(Stored dataset items)
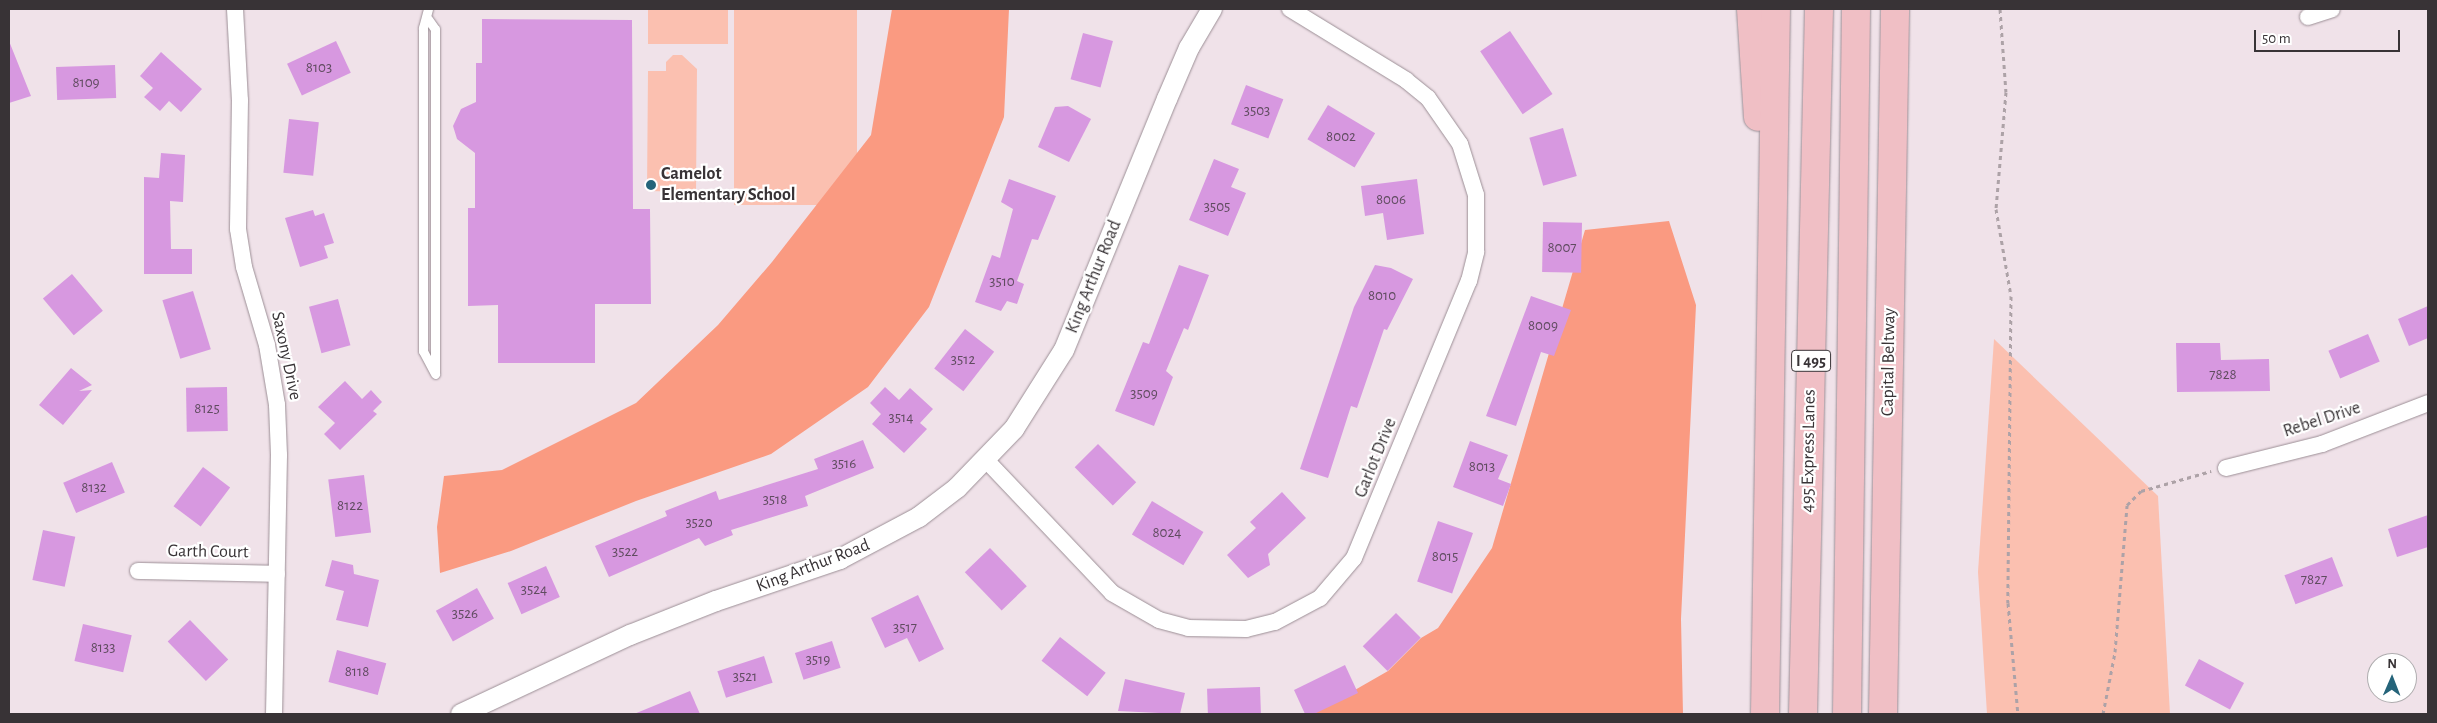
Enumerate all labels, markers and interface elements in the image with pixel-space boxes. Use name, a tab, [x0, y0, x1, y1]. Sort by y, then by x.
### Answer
scale bar	[2257, 20, 2403, 52]
text: 50 m	[2262, 31, 2291, 46]
house number: 8103	[306, 59, 332, 77]
house number: 8109	[72, 74, 100, 92]
house number: 3503	[1244, 102, 1270, 120]
house number: 8002	[1326, 128, 1356, 146]
place label: Camelot Elementary School	[661, 164, 796, 206]
marker: Camelot Elementary School	[645, 179, 657, 191]
house number: 8006	[1376, 191, 1406, 209]
house number: 3505	[1204, 198, 1230, 216]
street label: King Arthur Road	[1062, 217, 1126, 337]
house number: 8007	[1547, 239, 1577, 257]
house number: 3510	[989, 273, 1015, 291]
house number: 8010	[1368, 287, 1396, 305]
street label: Capital Beltway	[1877, 308, 1901, 416]
street label: Saxony Drive	[266, 310, 306, 402]
house number: 8009	[1528, 317, 1558, 335]
road number: I 495	[1791, 348, 1831, 374]
house number: 3512	[951, 351, 975, 369]
house number: 7828	[2209, 366, 2237, 384]
house number: 3509	[1130, 385, 1158, 403]
street label: 495 Express Lanes	[1797, 389, 1821, 513]
street label: Rebel Drive	[2281, 397, 2363, 443]
house number: 8125	[194, 400, 220, 418]
house number: 3514	[889, 409, 913, 427]
street label: Garlot Drive	[1350, 415, 1402, 501]
house number: 3516	[832, 455, 856, 473]
house number: 8013	[1469, 458, 1495, 476]
house number: 8132	[81, 479, 107, 497]
house number: 3518	[763, 491, 787, 509]
house number: 8122	[337, 497, 363, 515]
house number: 3520	[685, 514, 713, 532]
house number: 8024	[1152, 524, 1182, 542]
street label: King Arthur Road	[753, 534, 873, 598]
street label: Garth Court	[167, 540, 249, 564]
house number: 3522	[612, 543, 638, 561]
house number: 8015	[1432, 548, 1458, 566]
house number: 7827	[2301, 571, 2327, 589]
house number: 3524	[521, 581, 547, 599]
house number: 3526	[452, 605, 478, 623]
house number: 3517	[893, 619, 917, 637]
house number: 8133	[91, 639, 115, 657]
house number: 3519	[806, 651, 830, 669]
north arrow	[2367, 653, 2417, 703]
text: N	[2387, 657, 2397, 671]
house number: 8118	[345, 663, 369, 681]
house number: 3521	[733, 668, 757, 686]

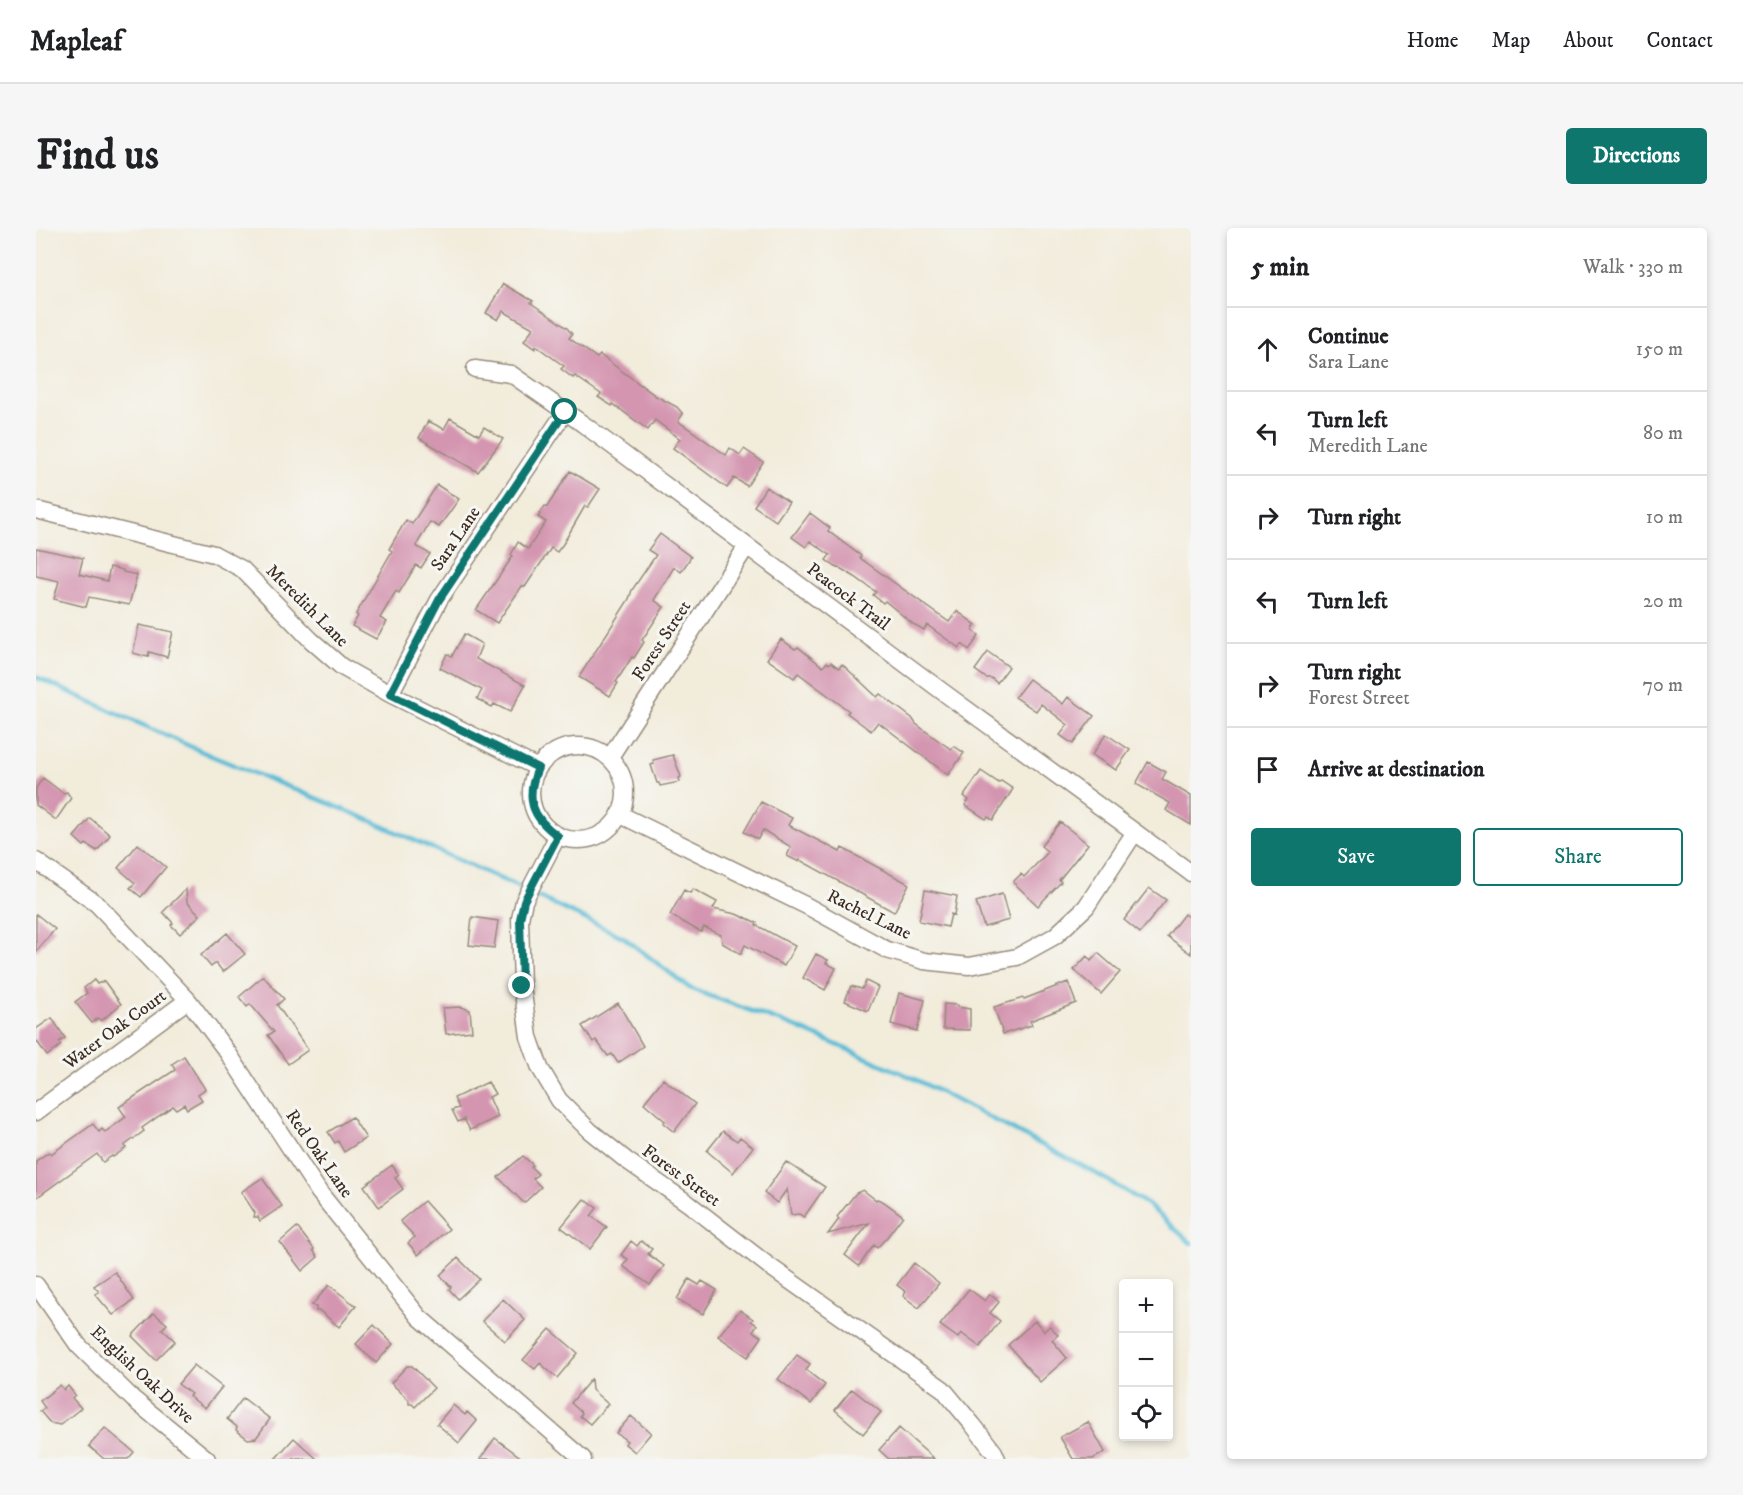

> [Exercise brief]:
All of the records above are to be copied exactly, minus the pictures.

> [Result for this exercise]:
Enumerate all labels, markers and interface elements in the image with pixel-space boxes. Use name, a tab, [x0, y0, x1, y1]. Sort by y, then by x.
### Answer
scale bar	[2257, 20, 2403, 52]
text: 50 m	[2262, 31, 2291, 46]
house number: 8103	[306, 59, 332, 77]
house number: 8109	[72, 74, 100, 92]
house number: 3503	[1244, 102, 1270, 120]
house number: 8002	[1326, 128, 1356, 146]
place label: Camelot Elementary School	[661, 164, 796, 206]
marker: Camelot Elementary School	[645, 179, 657, 191]
house number: 8006	[1376, 191, 1406, 209]
house number: 3505	[1204, 198, 1230, 216]
street label: King Arthur Road	[1062, 217, 1126, 337]
house number: 8007	[1547, 239, 1577, 257]
house number: 3510	[989, 273, 1015, 291]
house number: 8010	[1368, 287, 1396, 305]
street label: Capital Beltway	[1877, 308, 1901, 416]
street label: Saxony Drive	[266, 310, 306, 402]
house number: 8009	[1528, 317, 1558, 335]
road number: I 495	[1791, 348, 1831, 374]
house number: 3512	[951, 351, 975, 369]
house number: 7828	[2209, 366, 2237, 384]
house number: 3509	[1130, 385, 1158, 403]
street label: 495 Express Lanes	[1797, 389, 1821, 513]
street label: Rebel Drive	[2281, 397, 2363, 443]
house number: 8125	[194, 400, 220, 418]
house number: 3514	[889, 409, 913, 427]
street label: Garlot Drive	[1350, 415, 1402, 501]
house number: 3516	[832, 455, 856, 473]
house number: 8013	[1469, 458, 1495, 476]
house number: 8132	[81, 479, 107, 497]
house number: 3518	[763, 491, 787, 509]
house number: 8122	[337, 497, 363, 515]
house number: 3520	[685, 514, 713, 532]
house number: 8024	[1152, 524, 1182, 542]
street label: King Arthur Road	[753, 534, 873, 598]
street label: Garth Court	[167, 540, 249, 564]
house number: 3522	[612, 543, 638, 561]
house number: 8015	[1432, 548, 1458, 566]
house number: 7827	[2301, 571, 2327, 589]
house number: 3524	[521, 581, 547, 599]
house number: 3526	[452, 605, 478, 623]
house number: 3517	[893, 619, 917, 637]
house number: 8133	[91, 639, 115, 657]
house number: 3519	[806, 651, 830, 669]
north arrow	[2367, 653, 2417, 703]
text: N	[2387, 657, 2397, 671]
house number: 8118	[345, 663, 369, 681]
house number: 3521	[733, 668, 757, 686]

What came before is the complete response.